I’ve read some wonderful books this month – and one terrible one. My focus has been on true crime lately – I’ve become a bit obsessed with books about trials. I guess it makes sense, seeing as I have recently been admitted as a lawyer. :)
Let me know if you’ve read any of my books for this month, and what you thought – I love to hear your comments! You are also most welcome to follow along with my monthly reading on Goodreads, and I would equally love to check out your lists too.
Joe Cinque’s Consolation, A True Story of Death, Grief and the Law (true crime)

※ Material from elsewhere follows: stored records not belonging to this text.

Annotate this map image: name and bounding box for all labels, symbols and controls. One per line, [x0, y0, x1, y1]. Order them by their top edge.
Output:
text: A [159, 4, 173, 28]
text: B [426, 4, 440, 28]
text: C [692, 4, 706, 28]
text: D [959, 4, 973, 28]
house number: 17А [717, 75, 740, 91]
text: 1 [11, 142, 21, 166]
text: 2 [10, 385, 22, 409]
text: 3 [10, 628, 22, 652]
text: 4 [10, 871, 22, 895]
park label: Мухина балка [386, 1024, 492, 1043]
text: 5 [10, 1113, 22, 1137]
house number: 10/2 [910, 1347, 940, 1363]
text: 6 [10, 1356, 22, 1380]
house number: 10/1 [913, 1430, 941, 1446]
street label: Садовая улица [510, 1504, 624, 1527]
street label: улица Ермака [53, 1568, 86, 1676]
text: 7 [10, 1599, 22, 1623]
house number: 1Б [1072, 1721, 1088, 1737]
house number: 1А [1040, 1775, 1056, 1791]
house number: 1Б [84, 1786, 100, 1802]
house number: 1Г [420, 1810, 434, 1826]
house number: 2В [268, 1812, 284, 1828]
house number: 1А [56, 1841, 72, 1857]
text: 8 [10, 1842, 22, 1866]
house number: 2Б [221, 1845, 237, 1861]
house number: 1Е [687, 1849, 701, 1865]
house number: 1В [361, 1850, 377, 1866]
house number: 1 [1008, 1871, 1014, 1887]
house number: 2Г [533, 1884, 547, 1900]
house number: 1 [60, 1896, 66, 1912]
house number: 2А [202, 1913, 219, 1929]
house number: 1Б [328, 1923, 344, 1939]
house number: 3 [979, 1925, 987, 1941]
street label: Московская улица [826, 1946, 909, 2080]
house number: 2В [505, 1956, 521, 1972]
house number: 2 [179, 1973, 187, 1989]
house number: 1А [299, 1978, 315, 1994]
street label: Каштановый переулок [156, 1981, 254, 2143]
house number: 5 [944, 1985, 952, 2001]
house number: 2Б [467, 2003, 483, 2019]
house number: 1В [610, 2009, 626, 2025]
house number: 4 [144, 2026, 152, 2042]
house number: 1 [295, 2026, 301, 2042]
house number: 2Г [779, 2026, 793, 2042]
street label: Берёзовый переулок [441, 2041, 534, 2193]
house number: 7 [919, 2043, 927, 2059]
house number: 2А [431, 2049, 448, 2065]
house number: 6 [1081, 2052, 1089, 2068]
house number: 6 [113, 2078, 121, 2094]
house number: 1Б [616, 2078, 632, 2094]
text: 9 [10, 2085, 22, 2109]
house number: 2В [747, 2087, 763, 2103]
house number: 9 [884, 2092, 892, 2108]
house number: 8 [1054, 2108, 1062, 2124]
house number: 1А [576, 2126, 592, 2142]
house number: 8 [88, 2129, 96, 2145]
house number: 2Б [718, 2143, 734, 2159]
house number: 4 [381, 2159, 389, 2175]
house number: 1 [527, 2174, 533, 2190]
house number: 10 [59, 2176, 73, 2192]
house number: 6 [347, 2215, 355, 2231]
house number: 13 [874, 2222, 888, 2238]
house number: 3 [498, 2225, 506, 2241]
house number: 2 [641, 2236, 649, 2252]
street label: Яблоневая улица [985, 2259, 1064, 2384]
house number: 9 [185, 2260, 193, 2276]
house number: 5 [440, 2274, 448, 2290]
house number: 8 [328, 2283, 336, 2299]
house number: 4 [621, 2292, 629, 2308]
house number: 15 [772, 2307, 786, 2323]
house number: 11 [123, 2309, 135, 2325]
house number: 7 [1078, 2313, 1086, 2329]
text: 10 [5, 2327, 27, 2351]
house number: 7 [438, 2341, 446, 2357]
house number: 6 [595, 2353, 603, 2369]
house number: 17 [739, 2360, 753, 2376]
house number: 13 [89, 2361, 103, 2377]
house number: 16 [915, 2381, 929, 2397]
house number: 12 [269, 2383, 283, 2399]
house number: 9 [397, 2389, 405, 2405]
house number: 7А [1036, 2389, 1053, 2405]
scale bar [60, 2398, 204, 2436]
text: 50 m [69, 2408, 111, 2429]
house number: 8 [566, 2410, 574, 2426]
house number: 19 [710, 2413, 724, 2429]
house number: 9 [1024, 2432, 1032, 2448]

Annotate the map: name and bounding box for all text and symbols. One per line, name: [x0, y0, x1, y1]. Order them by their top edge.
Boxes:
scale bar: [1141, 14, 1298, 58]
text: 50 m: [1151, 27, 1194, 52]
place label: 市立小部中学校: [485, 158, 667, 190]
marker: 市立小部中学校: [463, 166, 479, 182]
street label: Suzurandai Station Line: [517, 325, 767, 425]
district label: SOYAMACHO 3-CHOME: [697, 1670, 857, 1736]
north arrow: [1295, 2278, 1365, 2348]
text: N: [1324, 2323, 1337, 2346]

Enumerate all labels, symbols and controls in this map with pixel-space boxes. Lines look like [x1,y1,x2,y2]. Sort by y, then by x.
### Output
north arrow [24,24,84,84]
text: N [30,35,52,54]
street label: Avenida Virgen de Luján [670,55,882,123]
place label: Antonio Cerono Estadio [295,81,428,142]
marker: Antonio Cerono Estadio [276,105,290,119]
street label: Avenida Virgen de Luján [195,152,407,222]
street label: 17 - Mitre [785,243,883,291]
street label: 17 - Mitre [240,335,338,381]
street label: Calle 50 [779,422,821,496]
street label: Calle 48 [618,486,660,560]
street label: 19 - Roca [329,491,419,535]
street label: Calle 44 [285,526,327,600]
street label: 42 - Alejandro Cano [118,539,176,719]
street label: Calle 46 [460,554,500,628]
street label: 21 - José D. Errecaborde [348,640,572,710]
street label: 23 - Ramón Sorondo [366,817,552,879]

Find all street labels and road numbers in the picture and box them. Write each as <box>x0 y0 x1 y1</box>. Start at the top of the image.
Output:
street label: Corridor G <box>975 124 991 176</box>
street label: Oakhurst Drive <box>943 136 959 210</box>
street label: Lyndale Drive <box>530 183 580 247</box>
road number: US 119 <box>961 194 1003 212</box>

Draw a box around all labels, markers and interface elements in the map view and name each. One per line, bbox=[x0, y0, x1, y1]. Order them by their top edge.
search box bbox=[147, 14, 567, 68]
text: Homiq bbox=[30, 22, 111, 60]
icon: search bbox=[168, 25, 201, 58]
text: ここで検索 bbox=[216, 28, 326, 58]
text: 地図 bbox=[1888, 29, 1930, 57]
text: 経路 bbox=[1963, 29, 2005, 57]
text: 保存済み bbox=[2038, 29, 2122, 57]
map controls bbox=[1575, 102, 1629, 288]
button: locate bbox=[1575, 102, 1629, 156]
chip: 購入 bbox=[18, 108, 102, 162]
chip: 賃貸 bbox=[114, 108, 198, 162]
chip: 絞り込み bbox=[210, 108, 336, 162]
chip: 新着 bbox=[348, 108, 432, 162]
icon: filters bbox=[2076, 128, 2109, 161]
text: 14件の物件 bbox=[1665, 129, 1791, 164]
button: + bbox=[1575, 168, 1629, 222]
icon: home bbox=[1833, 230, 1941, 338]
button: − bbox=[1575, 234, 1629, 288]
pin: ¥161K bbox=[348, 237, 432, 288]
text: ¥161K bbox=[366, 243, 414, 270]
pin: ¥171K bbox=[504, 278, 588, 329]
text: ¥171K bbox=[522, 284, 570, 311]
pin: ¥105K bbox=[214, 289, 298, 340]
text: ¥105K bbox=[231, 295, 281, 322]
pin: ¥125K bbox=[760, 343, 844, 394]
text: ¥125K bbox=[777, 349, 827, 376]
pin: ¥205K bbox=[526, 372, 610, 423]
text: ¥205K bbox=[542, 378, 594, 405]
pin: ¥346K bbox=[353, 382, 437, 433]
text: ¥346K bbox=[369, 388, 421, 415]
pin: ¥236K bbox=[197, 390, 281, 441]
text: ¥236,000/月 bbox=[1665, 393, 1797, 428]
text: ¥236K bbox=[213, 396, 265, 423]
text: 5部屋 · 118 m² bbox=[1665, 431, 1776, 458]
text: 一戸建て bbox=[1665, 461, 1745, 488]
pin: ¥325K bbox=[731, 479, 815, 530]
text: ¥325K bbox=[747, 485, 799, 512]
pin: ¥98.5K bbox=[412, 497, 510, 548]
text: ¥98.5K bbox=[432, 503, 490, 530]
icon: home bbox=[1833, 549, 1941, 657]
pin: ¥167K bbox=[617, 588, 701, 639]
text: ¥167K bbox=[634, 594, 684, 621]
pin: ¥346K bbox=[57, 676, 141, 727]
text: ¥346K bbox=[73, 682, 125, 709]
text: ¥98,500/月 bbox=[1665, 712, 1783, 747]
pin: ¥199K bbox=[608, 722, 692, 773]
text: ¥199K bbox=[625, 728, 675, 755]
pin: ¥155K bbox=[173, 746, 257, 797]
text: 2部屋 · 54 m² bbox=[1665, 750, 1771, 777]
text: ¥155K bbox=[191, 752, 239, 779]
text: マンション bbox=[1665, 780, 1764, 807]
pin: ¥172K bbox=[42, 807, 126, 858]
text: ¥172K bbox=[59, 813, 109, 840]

Helen Garner (Australian author)
An account of how the author followed the trial of Anu Singh, an ANU law student who murdered her partner, Joe Cinque, as part of an aborted murder/suicide after telling multiple friends and acquaintances about her plan. Garner explores themes of mental illness, culpability and morality from both the point of view of the accused and the victim.
This was an utterly compelling read – the circumstances of the case are almost beyond belief. It showcases the genuine gap between the operation of the law (which aims to provide justice) and the desire for punishment and retribution that is often felt by victims, their families, and society as a whole.
Anu Singh deliberately overdosed her boyfriend on heroin and watched him slowly die over many hours, only calling the police when it was too late to save him. It is clear that Singh suffered from serious mental illness. However, she was able to manipulate her friends into incredible acts of ‘loyalty’ that ultimately ended up with her best friend also being charged over the death of Joe Cinque. In the end, she also appeared to be able to manipulate the court, as she spent only four years in jail for a murder that she admitted to.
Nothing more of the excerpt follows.